SUNNY THOUGHTS FROM SUNSET 1-10
By Vance Drum
At Sunset we are mourning the passing last week of Bob Wagner, 38-year husband of Laura. Bob was one who believed in God, who trusted in the mercies of our Lord Jesus Christ and His great work on the Cross at Calvary. We — especially Laura — will miss Bob. May he rest in peace.
Sunday was our 2019 Sunset Installation Sunday as we installed our elders and deacons for the new year. The message was titled: “What Is God Looking For?” The text was from 1 Samuel 16:7: “Man looks at the outward appearance, but the Lord looks at the heart.”
The Lord had commissioned the prophet Samuel to anoint a new king over Israel. The first king, Saul, had been rejected by God for his gross disobedience.
God had told Samuel to go to Bethlehem, to Jesse’s house. There he would find the new king.
So Samuel went to Jesse’s house where he began the discovery process of finding out the Lord’s selection.
Samuel looked at a favored one, Jesse’s tall firstborn Eliab, thinking surely this was the one. But God said to Samuel: “Do not consider his appearance or his height, for I have rejected him.”
Then Jesse called his second son, Abinadab, but Samuel said, “The Lord has not chosen this one either.” Then the third, Shammah, but Samuel said, “Nor has the Lord chosen this one.”
After seven of Jesse’s sons had passed before Samuel, he asked Jesse: “Are these all the sons you have?”
Sometimes we must think outside the box in order to get God’s picture. Jesse said, “Well, there is still the youngest, but he is tending the sheep.”
A shepherd’s job was lowly, dirty and undesirable. Out with the sheep on the hills in the night’s cold, sitting in the shade of a rock in the heat of the day, the shepherd’s job was usually boring, and given to a lowly person in the house. So the job was given to the youngest son, David.
But the Lord said to Samuel: “The Lord does not look at the things man looks at. Man looks at the outward appearance, but the Lord looks at the heart.”
God is not interested in our worldly success, wealth, pedigree or people we know. He is interested in whether our heart is turned toward Him.
Under the stars at night, David had plenty of time to ponder God’s vast creation, to worship the Lord, and to grow in his love for his Maker.
So he wrote (Psalm 18:1): “I love you, O Lord, my strength. The Lord is my rock, my fortress and my deliverer….”
Out in the wilds of nature, David was responsible to tend to his father’s flock, and he had learned valuable skills in the process.
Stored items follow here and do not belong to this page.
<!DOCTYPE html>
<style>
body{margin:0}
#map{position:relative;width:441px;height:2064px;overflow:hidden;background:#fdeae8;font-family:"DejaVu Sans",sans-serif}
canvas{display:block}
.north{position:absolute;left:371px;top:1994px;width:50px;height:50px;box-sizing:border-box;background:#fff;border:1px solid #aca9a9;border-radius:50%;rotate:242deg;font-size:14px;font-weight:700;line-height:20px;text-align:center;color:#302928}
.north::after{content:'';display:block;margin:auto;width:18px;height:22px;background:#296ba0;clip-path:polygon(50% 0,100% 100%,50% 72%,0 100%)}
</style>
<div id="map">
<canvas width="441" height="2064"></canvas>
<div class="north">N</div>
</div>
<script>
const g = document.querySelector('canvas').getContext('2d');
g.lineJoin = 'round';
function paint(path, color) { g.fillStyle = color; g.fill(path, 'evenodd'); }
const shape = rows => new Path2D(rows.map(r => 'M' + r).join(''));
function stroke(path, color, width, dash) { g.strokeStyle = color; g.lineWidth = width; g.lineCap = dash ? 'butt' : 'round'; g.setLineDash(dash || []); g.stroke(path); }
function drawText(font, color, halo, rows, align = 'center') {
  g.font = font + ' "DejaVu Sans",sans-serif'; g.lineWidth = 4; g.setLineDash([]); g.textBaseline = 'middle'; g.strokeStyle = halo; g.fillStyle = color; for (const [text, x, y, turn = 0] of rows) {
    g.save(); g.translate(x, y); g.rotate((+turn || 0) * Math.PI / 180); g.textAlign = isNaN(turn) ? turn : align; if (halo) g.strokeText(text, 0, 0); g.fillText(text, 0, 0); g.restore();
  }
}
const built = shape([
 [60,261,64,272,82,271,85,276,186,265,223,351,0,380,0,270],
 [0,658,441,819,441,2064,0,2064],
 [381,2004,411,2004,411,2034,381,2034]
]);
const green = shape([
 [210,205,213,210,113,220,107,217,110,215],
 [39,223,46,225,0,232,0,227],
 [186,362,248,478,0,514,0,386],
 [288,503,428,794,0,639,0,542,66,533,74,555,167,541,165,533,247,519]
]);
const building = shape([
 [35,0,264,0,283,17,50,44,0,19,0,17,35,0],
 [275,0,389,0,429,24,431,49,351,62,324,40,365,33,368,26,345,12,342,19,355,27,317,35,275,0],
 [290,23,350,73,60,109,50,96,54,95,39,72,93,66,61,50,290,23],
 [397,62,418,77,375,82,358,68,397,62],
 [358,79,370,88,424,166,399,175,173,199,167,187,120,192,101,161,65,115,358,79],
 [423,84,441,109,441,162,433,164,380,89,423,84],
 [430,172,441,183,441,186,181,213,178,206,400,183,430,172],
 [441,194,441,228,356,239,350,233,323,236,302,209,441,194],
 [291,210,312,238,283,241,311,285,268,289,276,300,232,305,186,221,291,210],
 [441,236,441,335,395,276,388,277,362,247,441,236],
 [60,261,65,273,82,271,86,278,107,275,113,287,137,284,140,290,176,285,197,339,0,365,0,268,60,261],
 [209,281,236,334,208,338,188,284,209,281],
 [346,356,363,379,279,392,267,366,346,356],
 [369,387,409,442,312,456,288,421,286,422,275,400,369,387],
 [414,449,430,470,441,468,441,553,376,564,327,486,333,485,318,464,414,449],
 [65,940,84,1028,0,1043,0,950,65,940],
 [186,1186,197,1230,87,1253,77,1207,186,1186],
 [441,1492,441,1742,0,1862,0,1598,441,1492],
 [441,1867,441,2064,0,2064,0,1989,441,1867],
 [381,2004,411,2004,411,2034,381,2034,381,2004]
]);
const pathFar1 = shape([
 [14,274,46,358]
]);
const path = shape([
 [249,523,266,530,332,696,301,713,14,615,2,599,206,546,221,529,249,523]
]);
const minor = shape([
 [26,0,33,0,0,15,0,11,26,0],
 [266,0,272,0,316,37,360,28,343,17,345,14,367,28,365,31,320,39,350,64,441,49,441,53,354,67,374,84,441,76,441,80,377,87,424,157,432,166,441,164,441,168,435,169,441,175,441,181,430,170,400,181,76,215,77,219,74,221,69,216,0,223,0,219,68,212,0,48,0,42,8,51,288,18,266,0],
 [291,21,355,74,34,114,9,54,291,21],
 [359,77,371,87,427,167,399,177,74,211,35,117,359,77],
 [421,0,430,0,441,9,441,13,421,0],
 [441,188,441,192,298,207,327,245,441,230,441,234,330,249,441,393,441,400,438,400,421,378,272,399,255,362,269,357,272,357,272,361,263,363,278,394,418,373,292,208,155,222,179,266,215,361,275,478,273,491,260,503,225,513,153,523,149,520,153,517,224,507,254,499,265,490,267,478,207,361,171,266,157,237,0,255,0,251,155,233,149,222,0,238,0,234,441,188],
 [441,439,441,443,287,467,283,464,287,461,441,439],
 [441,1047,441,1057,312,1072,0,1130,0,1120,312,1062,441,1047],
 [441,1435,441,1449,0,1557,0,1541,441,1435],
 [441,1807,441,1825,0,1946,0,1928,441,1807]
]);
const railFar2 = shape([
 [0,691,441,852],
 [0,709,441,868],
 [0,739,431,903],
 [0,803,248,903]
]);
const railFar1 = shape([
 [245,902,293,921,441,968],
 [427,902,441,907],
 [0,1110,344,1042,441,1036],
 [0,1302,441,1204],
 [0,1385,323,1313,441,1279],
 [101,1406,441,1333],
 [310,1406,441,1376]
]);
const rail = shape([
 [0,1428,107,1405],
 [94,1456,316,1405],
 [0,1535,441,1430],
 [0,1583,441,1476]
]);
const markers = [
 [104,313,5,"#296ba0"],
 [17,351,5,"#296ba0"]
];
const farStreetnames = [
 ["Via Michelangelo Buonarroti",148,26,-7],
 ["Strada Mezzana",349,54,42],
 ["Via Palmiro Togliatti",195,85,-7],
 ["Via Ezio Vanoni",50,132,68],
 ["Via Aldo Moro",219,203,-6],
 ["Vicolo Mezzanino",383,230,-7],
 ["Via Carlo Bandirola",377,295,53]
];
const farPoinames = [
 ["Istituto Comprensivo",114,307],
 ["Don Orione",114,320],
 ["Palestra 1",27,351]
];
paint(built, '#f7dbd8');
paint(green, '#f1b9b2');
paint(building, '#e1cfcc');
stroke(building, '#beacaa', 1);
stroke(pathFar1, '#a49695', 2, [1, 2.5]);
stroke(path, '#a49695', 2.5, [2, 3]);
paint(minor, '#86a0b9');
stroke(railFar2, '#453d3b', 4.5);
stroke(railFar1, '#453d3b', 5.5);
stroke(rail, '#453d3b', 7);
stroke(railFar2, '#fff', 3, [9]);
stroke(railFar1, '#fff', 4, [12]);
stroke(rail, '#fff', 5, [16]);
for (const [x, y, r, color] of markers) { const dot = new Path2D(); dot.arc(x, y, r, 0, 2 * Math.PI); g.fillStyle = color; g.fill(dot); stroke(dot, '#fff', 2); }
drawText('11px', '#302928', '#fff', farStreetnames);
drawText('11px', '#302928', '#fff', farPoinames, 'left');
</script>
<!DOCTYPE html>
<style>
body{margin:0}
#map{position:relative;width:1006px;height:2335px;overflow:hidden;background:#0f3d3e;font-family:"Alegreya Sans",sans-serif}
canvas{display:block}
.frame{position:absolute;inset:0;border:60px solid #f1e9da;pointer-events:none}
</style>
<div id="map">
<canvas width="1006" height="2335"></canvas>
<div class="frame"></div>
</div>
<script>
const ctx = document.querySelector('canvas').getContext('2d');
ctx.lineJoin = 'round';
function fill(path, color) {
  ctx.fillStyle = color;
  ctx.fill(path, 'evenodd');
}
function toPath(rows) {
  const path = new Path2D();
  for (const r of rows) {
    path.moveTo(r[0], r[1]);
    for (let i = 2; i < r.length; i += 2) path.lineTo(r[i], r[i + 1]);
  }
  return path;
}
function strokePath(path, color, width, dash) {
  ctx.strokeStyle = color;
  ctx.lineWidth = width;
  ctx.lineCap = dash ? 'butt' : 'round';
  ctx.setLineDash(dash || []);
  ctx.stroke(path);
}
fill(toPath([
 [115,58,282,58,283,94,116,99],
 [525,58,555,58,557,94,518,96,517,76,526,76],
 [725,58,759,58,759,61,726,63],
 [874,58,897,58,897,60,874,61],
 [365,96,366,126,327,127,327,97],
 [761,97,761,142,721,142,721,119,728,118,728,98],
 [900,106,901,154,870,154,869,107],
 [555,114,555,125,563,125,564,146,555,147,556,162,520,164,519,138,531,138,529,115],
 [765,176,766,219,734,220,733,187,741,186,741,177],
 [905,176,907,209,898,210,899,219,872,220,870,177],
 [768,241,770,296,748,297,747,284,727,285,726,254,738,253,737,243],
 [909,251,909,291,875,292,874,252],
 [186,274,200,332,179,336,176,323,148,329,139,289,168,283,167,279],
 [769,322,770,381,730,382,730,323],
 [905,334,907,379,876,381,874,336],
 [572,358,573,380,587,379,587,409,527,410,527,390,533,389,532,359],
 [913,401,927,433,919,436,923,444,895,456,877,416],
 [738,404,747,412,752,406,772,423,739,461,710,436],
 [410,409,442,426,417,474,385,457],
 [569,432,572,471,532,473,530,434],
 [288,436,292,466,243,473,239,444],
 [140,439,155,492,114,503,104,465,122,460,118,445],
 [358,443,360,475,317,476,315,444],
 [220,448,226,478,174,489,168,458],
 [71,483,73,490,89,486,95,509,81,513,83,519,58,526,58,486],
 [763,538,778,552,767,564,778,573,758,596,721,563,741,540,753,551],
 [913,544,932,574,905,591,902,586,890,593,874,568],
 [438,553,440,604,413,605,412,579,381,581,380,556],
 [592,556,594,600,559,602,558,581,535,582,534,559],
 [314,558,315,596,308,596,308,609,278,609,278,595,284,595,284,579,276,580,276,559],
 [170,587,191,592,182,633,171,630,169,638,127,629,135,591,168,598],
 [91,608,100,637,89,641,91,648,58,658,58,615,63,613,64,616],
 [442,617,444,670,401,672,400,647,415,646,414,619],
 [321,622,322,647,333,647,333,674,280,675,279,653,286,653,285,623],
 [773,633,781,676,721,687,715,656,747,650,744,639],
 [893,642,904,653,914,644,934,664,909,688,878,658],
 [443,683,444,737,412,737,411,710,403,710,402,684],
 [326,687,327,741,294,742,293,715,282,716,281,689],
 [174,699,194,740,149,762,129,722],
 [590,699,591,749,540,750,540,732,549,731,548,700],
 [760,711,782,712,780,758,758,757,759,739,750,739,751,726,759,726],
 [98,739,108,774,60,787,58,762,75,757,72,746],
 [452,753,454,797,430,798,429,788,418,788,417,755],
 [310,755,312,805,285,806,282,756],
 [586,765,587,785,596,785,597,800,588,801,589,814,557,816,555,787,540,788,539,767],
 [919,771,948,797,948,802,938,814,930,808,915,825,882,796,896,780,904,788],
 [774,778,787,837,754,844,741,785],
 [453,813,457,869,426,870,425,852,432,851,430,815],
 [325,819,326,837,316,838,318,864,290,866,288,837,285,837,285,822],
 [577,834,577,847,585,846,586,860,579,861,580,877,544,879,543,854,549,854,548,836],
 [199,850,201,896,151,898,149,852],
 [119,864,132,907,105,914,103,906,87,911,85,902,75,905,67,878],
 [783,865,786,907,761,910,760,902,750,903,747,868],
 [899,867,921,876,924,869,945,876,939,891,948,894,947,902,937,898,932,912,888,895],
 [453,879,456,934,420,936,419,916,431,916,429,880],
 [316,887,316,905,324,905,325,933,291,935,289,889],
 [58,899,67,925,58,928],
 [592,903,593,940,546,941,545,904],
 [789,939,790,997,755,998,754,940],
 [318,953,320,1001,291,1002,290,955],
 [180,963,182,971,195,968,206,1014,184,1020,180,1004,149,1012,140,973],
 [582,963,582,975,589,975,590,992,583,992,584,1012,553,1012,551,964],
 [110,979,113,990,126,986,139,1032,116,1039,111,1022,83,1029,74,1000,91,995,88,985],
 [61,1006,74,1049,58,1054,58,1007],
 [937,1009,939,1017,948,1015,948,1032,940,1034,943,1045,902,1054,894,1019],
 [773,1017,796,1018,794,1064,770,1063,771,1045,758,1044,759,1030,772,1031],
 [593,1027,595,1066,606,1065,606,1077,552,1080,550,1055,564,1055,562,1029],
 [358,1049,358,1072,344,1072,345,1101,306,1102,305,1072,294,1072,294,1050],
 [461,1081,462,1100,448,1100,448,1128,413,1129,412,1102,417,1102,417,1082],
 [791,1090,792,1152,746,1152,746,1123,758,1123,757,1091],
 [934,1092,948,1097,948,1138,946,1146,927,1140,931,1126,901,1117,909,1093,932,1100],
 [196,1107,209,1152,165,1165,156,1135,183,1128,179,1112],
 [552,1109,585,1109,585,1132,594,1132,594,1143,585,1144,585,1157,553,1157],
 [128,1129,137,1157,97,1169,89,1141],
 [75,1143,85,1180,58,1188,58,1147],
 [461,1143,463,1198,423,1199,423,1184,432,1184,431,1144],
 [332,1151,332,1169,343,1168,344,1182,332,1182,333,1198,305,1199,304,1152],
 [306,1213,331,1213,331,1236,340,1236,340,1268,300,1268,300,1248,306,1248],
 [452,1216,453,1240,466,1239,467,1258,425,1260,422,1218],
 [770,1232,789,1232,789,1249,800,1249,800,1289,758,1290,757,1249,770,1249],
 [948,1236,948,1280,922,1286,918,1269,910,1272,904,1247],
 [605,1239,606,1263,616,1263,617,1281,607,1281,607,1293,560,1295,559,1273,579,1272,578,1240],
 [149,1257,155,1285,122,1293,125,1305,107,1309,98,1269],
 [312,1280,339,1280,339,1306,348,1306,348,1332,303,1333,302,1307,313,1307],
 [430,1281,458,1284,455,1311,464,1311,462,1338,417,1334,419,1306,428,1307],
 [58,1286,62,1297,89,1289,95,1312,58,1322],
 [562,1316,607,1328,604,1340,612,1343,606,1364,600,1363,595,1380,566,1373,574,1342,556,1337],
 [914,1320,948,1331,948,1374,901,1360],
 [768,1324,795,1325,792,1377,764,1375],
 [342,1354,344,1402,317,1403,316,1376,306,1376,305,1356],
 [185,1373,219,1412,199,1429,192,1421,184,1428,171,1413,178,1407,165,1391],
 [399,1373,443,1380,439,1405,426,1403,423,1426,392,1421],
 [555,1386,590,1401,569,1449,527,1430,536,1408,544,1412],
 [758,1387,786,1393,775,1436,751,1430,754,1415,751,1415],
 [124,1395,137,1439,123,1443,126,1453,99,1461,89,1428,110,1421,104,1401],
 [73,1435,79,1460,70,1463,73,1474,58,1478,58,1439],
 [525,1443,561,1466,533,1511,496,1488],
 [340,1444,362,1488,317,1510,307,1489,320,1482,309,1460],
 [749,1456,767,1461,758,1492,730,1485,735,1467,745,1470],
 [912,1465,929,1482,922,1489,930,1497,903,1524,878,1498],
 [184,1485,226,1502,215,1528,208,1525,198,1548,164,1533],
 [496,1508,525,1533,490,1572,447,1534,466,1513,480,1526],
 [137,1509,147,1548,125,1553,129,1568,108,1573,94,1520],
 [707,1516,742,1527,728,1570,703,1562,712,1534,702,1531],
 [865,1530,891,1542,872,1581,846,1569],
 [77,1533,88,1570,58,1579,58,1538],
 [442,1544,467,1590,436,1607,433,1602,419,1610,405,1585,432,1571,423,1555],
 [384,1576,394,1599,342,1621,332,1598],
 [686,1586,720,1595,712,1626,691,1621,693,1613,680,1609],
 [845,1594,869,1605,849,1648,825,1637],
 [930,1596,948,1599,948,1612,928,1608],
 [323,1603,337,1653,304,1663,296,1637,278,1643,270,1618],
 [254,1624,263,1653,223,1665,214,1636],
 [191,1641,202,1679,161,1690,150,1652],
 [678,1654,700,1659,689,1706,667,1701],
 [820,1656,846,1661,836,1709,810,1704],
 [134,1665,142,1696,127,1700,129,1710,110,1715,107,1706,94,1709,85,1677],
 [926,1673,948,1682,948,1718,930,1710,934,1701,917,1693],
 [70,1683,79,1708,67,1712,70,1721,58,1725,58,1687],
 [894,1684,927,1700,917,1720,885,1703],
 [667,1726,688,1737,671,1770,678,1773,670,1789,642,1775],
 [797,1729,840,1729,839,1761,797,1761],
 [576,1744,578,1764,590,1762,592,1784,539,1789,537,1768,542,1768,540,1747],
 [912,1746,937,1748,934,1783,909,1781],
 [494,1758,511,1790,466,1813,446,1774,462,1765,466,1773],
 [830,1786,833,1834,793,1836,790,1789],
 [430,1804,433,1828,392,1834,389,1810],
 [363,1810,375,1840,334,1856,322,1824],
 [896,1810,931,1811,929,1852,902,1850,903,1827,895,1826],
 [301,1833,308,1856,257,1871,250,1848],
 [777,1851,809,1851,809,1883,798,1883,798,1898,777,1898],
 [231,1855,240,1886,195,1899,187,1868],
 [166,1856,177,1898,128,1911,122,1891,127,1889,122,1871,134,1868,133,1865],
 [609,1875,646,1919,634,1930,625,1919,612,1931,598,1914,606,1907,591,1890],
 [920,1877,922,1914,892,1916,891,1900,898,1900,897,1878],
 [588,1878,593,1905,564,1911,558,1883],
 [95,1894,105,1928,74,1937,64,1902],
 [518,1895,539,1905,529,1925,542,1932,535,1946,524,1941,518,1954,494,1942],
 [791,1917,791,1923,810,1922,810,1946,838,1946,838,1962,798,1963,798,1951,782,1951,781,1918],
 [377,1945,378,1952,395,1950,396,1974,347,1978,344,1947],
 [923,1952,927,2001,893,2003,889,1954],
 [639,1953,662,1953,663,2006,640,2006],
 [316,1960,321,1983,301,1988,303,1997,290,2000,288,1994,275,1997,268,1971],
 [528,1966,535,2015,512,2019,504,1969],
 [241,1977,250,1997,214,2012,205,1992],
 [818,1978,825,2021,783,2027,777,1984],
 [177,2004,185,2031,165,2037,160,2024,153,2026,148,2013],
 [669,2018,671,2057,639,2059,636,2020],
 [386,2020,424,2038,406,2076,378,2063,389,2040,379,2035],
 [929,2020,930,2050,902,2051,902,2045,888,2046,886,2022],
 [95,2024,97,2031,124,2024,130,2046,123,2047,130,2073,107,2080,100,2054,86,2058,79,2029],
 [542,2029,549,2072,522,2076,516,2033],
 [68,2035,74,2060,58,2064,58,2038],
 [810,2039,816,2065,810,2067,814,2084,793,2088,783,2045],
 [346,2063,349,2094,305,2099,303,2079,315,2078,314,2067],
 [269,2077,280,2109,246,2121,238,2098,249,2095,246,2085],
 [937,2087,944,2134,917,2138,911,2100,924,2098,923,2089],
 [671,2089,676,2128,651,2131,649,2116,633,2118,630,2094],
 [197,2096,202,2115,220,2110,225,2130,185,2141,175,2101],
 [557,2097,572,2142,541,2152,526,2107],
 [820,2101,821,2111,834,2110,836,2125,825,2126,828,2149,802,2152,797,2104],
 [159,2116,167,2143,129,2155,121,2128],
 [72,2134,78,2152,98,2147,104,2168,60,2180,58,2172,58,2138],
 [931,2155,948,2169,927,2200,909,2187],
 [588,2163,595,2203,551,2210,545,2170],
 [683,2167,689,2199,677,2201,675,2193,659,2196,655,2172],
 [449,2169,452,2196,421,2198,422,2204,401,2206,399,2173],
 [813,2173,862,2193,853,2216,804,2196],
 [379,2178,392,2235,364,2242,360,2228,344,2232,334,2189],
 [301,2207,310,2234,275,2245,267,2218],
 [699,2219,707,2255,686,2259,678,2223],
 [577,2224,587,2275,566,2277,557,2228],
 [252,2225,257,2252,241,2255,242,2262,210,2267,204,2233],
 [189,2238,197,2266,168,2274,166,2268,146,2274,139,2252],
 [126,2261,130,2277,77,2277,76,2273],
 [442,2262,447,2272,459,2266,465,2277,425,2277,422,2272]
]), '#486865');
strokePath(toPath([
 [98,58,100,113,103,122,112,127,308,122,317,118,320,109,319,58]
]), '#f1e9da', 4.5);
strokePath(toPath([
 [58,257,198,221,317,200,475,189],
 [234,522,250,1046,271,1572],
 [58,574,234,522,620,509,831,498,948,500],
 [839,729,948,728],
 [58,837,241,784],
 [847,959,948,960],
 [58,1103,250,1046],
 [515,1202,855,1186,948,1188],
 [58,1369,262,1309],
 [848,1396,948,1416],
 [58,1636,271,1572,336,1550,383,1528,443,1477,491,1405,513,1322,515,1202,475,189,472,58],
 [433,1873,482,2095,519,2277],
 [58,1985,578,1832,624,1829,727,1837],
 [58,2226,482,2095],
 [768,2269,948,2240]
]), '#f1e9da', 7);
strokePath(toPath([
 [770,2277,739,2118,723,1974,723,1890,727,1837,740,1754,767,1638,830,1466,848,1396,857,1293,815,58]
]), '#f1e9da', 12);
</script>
In the confrontation with Goliath, David defended his skill to Saul (16:34): “Your servant has been keeping his father’s sheep. When a lion or a bear came and carried off a sheep from the flock, I went after it, struck it and rescued the sheep from its mouth. When it turned on me, I seized it by its hair, struck it and killed it.”
So, what is God looking for? “The Lord looks at the heart.”
(a) Worshippers. Not the most handsome, the tallest, the most renowned or the wealthiest. Even more than leaders, God is looking for worshippers.
(b) Humble. Psalm 25:9: “He guides the humble in what is right.” God cannot teach one who already knows it all. Unless we walk humbly under the Almighty, he cannot teach us his ways.
(c) Courageous. As David courageously attacked and killed the lion and the bear, so he also killed the giant Goliath, and was commended for his courage.
(d) Receptive of His Son. “To as many as received him, he gave power to become children of God.” Jesus invited: “Come to me, all you weary, and I will give you rest.”
“I thank Christ Jesus our Lord, who has given me strength, that he considered me faithful, appointing me to his service.” [1 Timothy 1:12]
May we all be considered faithful in our work for the Lord—our prayer for you from your friends at Sunset Christian Church.